The Application of SDOD
Public Health Data Systems
Public health surveillance systems rely on accurate and complete data to guide intervention and resource allocation. An SDOD lens reveals that missing or misclassified data often emerge from system-level conditions such as inadequate training, unclear accountability, and technological limitations.
In my analysis of COVID-19 mortality data in North Carolina, missing ethnicity data was not random. It reflected gaps in training for those completing death certificates, lack of prioritization for capturing ethnicity in both health systems and death certification, and limitations in reporting systems.
These conditions resulted in the underrepresentation of Latino deaths—demonstrating how data systems can fail to capture the reality they are meant to describe.
Data Equity and Policy
Efforts to advance health equity increasingly recognize that equity must exist within the data itself.
SDOD helps explain why data systems often fall short: categories may be incomplete, overly aggregated, or shaped by historical and institutional biases. As a result, entire communities can become statistically invisible.
Recent policy efforts—such as revisions to federal race and ethnicity standards—reflect a growing recognition that data systems must be redesigned to better represent diverse populations. These changes are not merely technical updates; they are responses to long-standing structural gaps in how data has been collected and categorized.
Government Data Collection
Government data systems—including the Census, vital statistics, and administrative data—form the foundation for policy and resource distribution.
An SDOD perspective highlights how these systems are influenced by factors such as trust in institutions, language access, technological infrastructure, and historical context. These factors can lead to systematic undercounts or misclassification of marginalized populations.
For example, documented undercounts of Black, Latino, and Indigenous populations in the U.S. Census reflect not just participation issues, but deeper structural conditions that shape who is counted and how.

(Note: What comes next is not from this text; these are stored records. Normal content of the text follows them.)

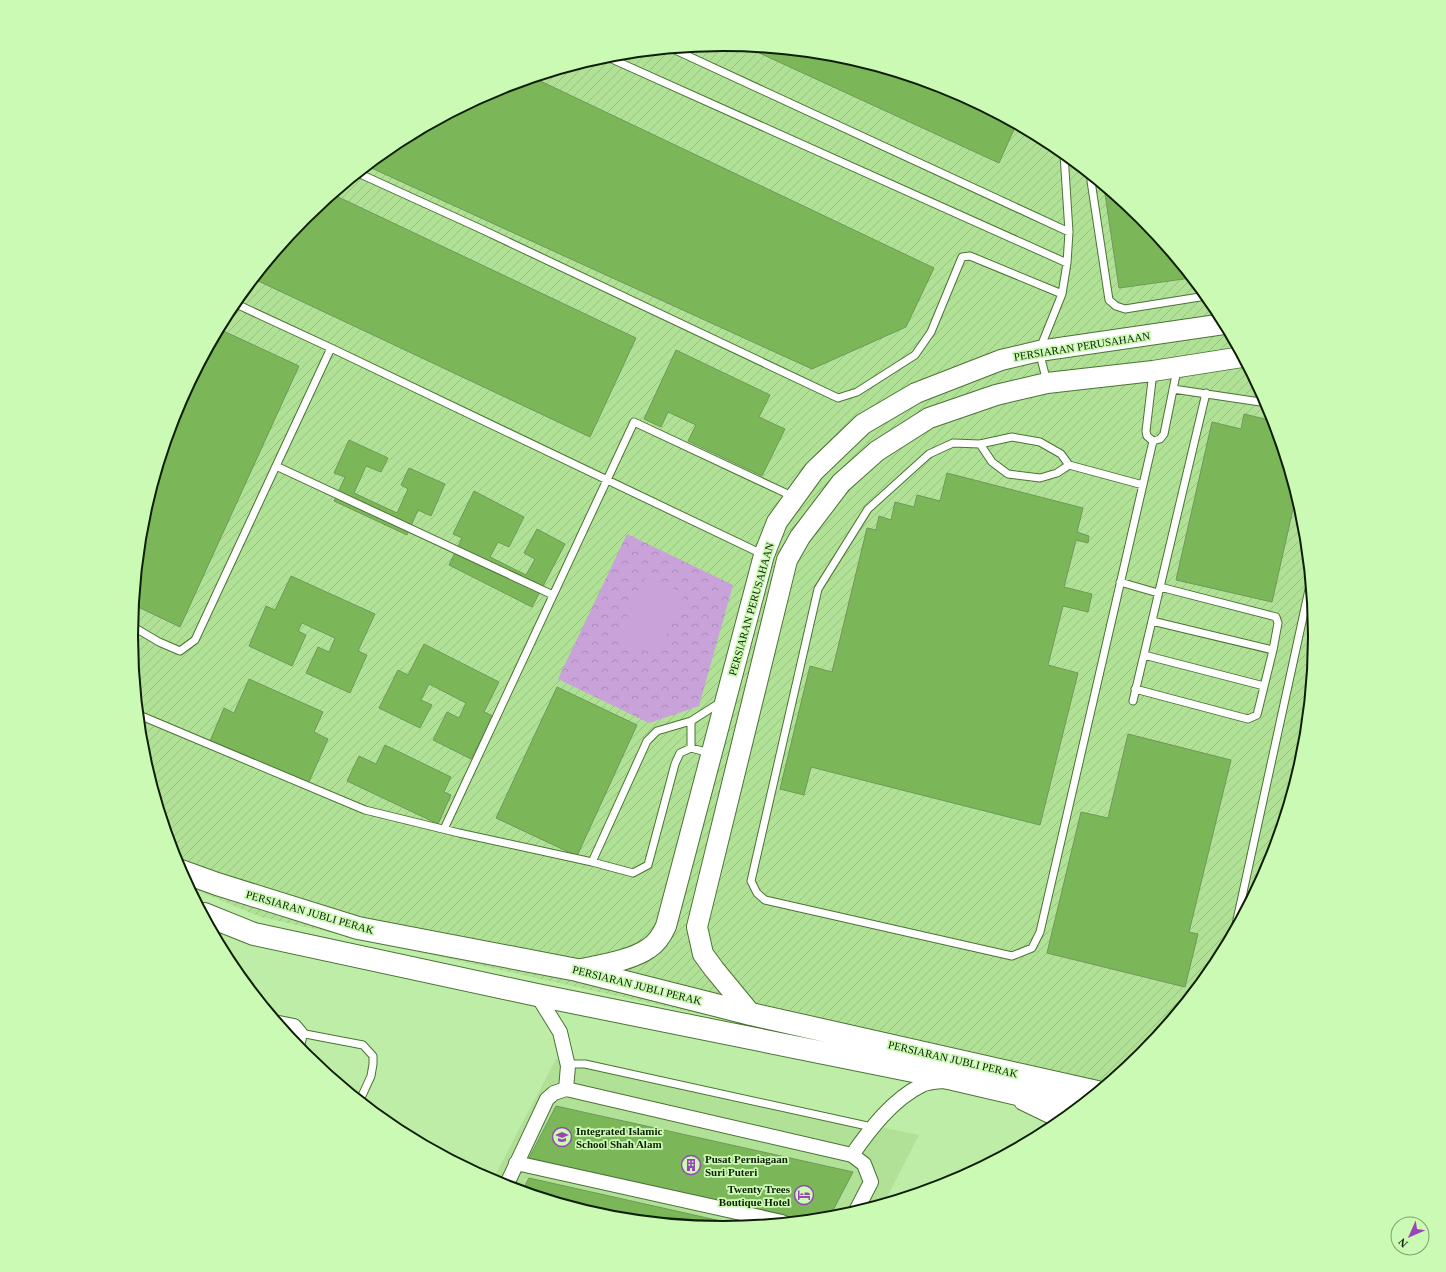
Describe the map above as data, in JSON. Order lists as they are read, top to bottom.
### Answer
{
  "streets": {
    "main road": ["PERSIARAN PERUSAHAAN", "PERSIARAN JUBLI PERAK"]
  },
  "crossings": [
    ["PERSIARAN PERUSAHAAN", "PERSIARAN JUBLI PERAK"]
  ],
  "places": {
    "school or university": ["Integrated Islamic School Shah Alam"],
    "building": ["Pusat Perniagaan Suri Puteri"],
    "hotel": ["Twenty Trees Boutique Hotel"]
  },
  "north": "bottom left"
}
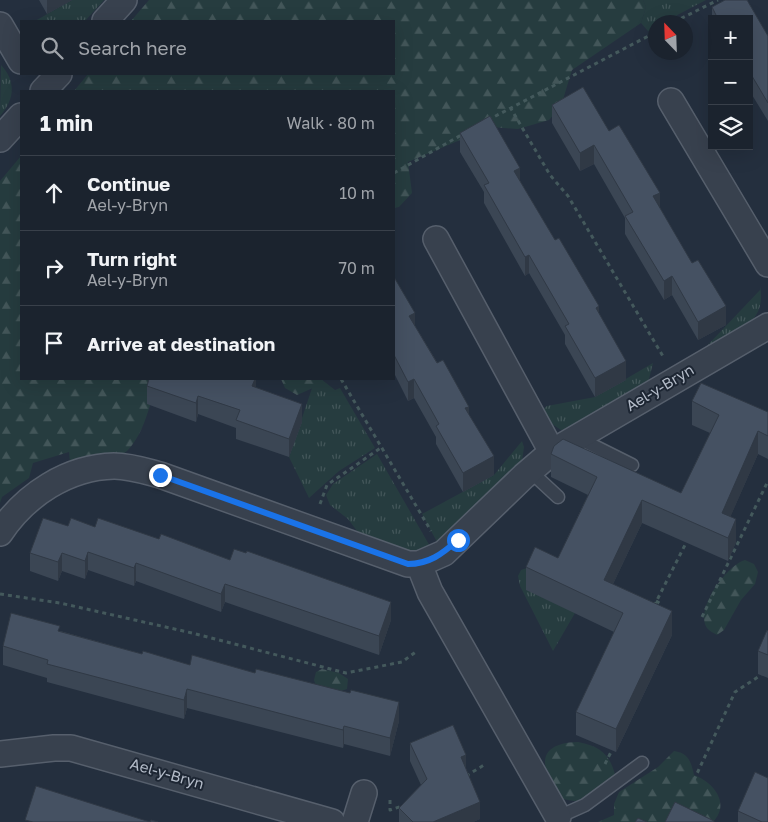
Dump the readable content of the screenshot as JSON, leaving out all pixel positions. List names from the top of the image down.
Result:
{
  "streets": {
    "street": ["Ael-y-Bryn"]
  },
  "north": "top left",
  "page": {
    "map_buttons": ["+", "−"],
    "search": "Search here",
    "heading": ["1 min", "Walk · 80 m"],
    "list": [
      ["Continue", "Ael-y-Bryn", "10 m"],
      ["Turn right", "Ael-y-Bryn", "70 m"],
      "Arrive at destination"
    ]
  }
}
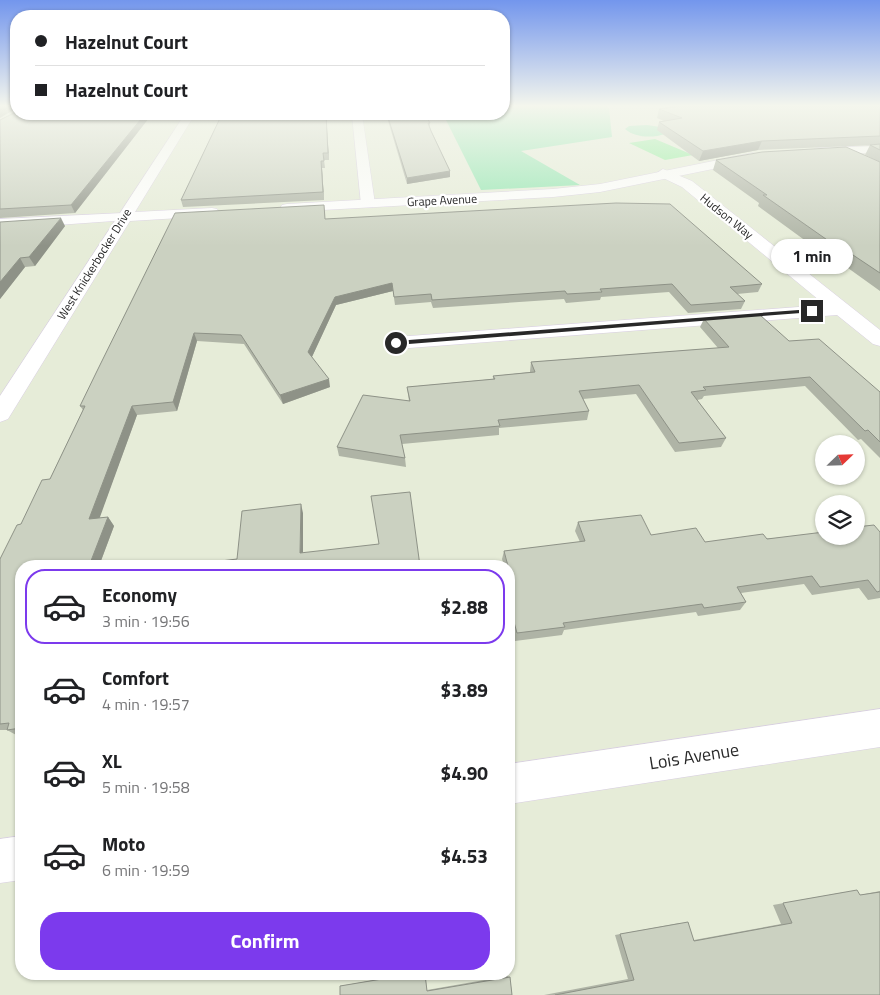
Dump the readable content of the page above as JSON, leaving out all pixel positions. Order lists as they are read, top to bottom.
{
  "streets": {
    "street": [
      "Grape Avenue",
      "Hudson Way",
      "West Knickerbocker Drive",
      "Lois Avenue"
    ]
  },
  "crossings": [
    ["Grape Avenue", "Hudson Way"]
  ],
  "north": "top right",
  "page": {
    "banner": ["Hazelnut Court", "Hazelnut Court"],
    "bubble": "1 min",
    "list": [
      {
        "name": "Economy",
        "note": "3 min · 19:56",
        "value": "$2.88"
      },
      {
        "name": "Comfort",
        "note": "4 min · 19:57",
        "value": "$3.89"
      },
      {
        "name": "XL",
        "note": "5 min · 19:58",
        "value": "$4.90"
      },
      {
        "name": "Moto",
        "note": "6 min · 19:59",
        "value": "$4.53"
      }
    ],
    "buttons": "Confirm"
  }
}
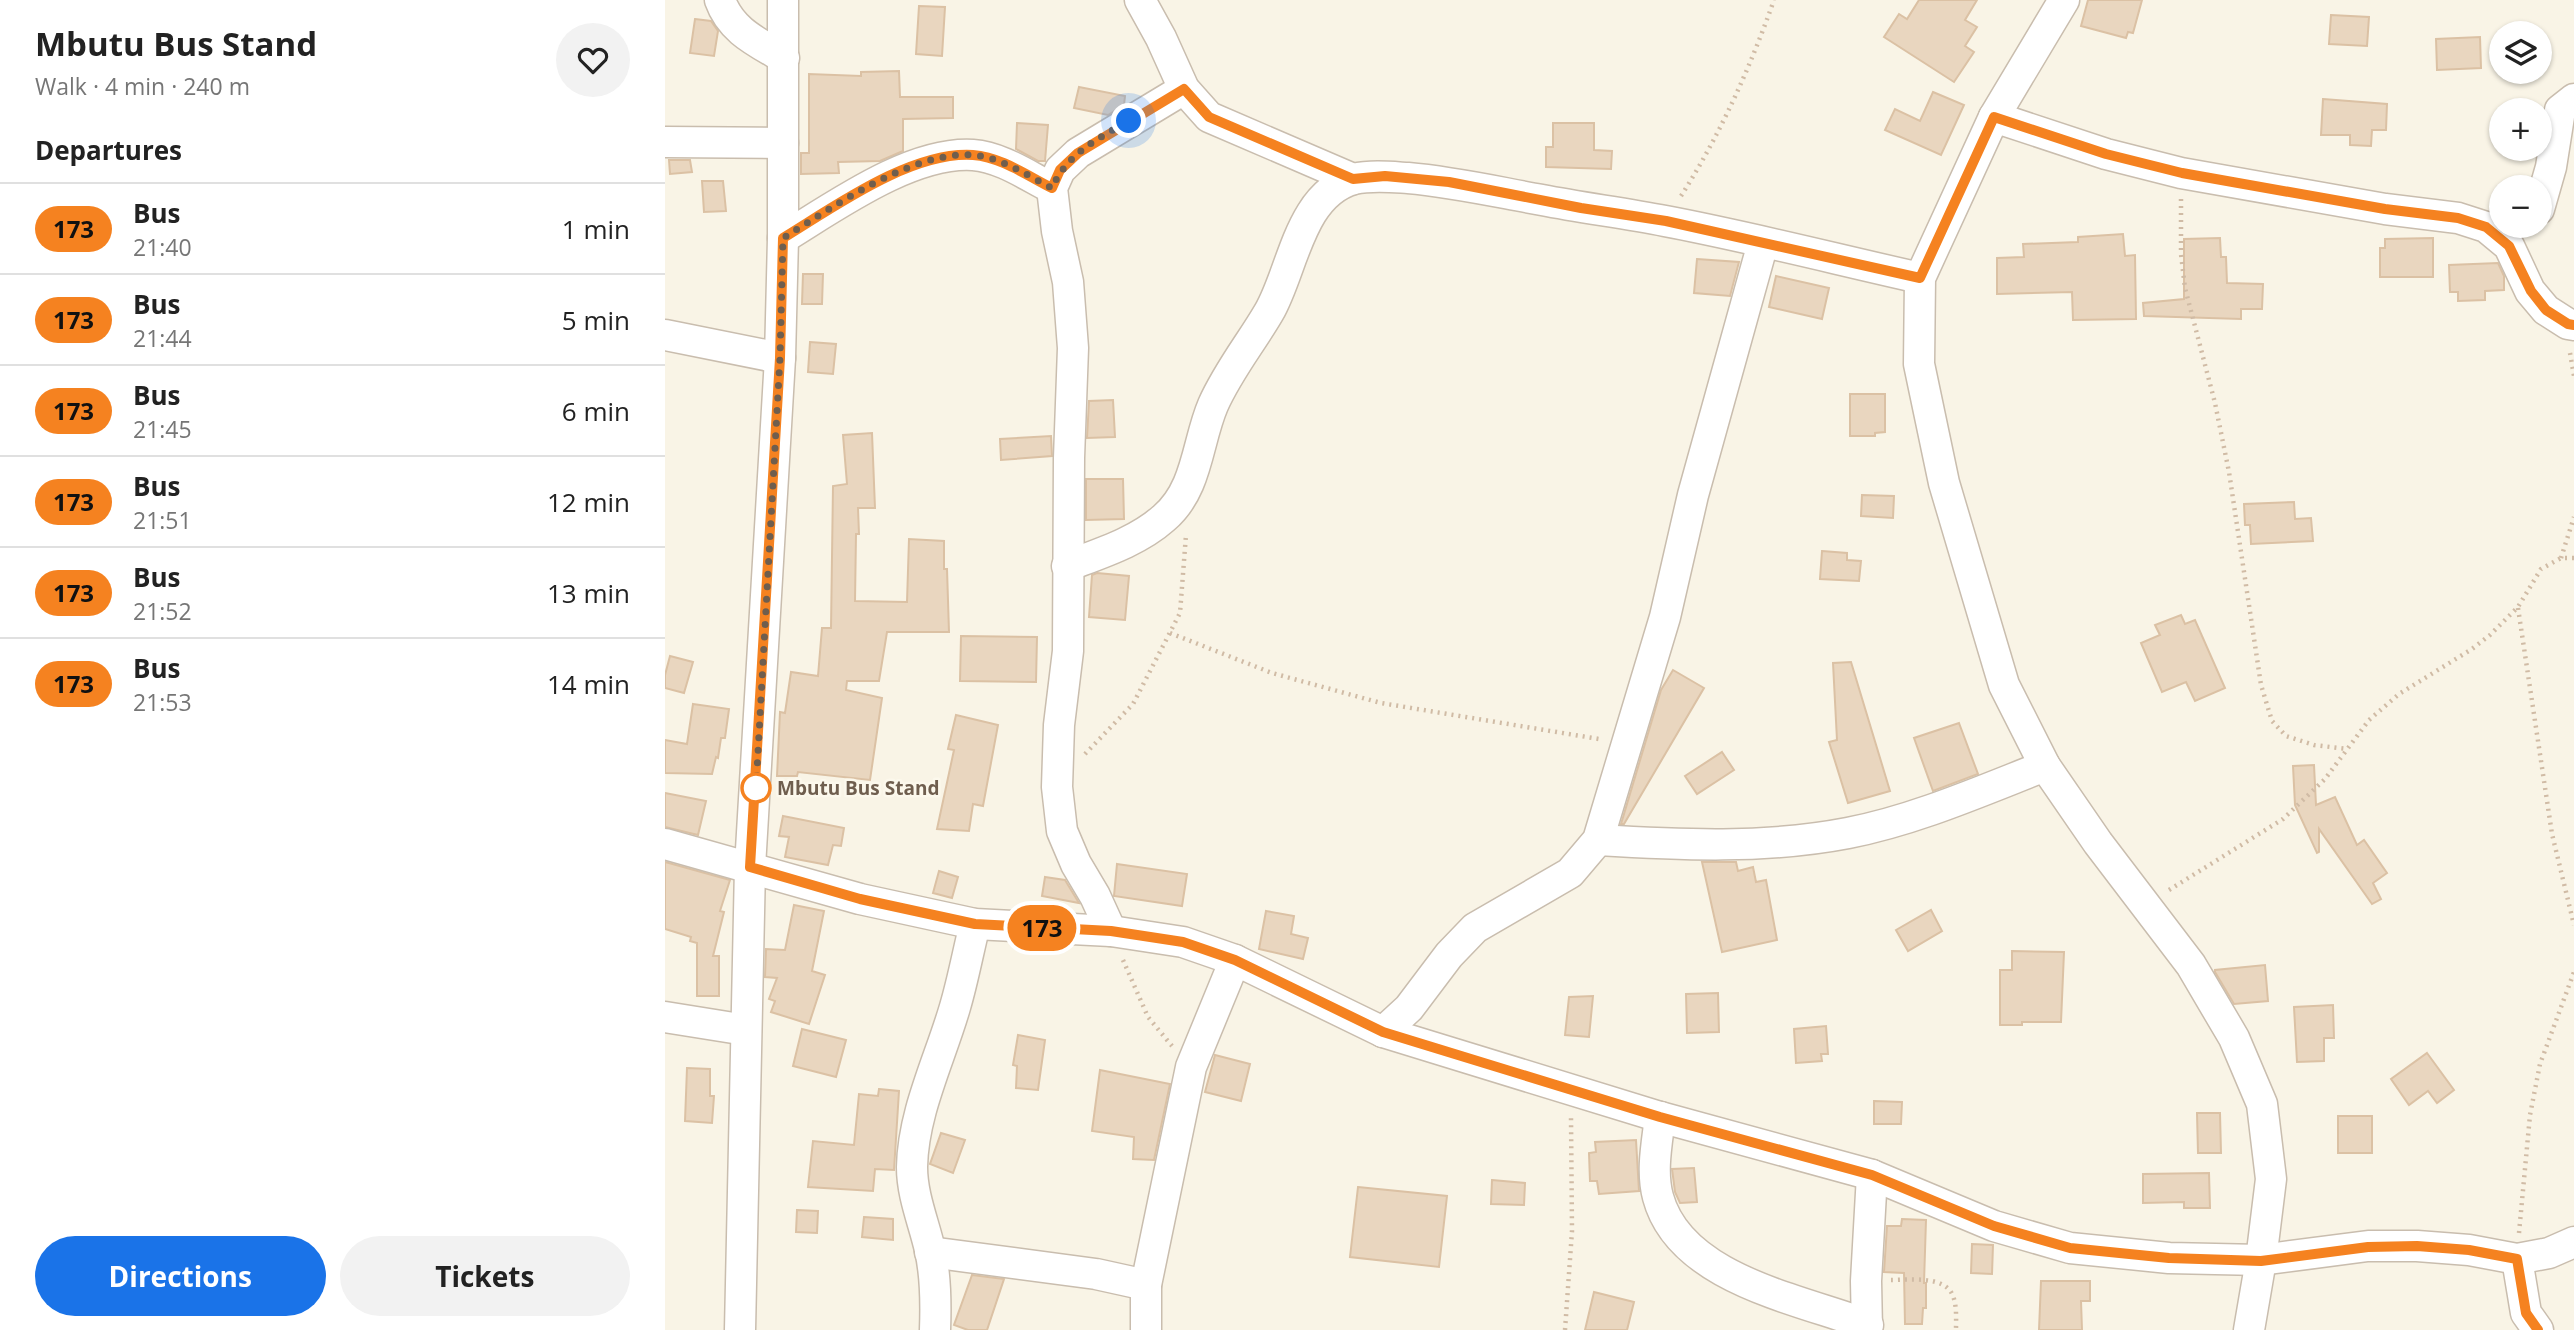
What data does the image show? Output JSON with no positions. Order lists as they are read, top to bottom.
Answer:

Data Governance: Training, Accountability, and System Design
Data governance determines how data is collected, managed, and validated. From an SDOD perspective, governance must account for the human and institutional context in which data is produced.
Key factors include:
- Training: Whether data collectors understand the importance of demographic accuracy and how to collect it appropriately.
- Accountability: Whether systems track and respond to missing or incomplete data.
- System design: Whether technologies support or hinder accurate data capture.
In many systems, missing data is not actively monitored or addressed, allowing gaps to persist without intervention. Improving data quality requires not just better tools, but stronger governance structures that prioritize completeness and equity.
Advocacy, Activism, and Community Data
Communities have long understood that data is tied to visibility, resources, and power.
Across the country, advocacy efforts have pushed institutions to improve data collection, release disaggregated data, and acknowledge gaps in representation. At the same time, community-led data initiatives are emerging as powerful alternatives—allowing communities to define, collect, and interpret their own data.
These efforts reflect a core principle of SDOD: data systems are not neutral. They are shaped by power, and they can be reshaped through collective action.
A Common Pattern
Across these domains, the same pattern emerges:
- Data gaps are not random.
- They are produced by systems.
- Missing data, misclassification, and underrepresentation are not isolated technical issues—they are the result of decisions, structures, and conditions embedded within data systems.
Understanding these patterns is the first step toward improving data quality.
Why This Matters
When data fail to accurately represent a population, the consequences extend beyond the dataset itself.
Incomplete or distorted data can:
- Mask disparities
- Misinform policy decisions
- Misdirect resources
- Reinforce existing inequities
Improving data, therefore, requires more than technical fixes. It requires examining and addressing the systems that produce data in the first place.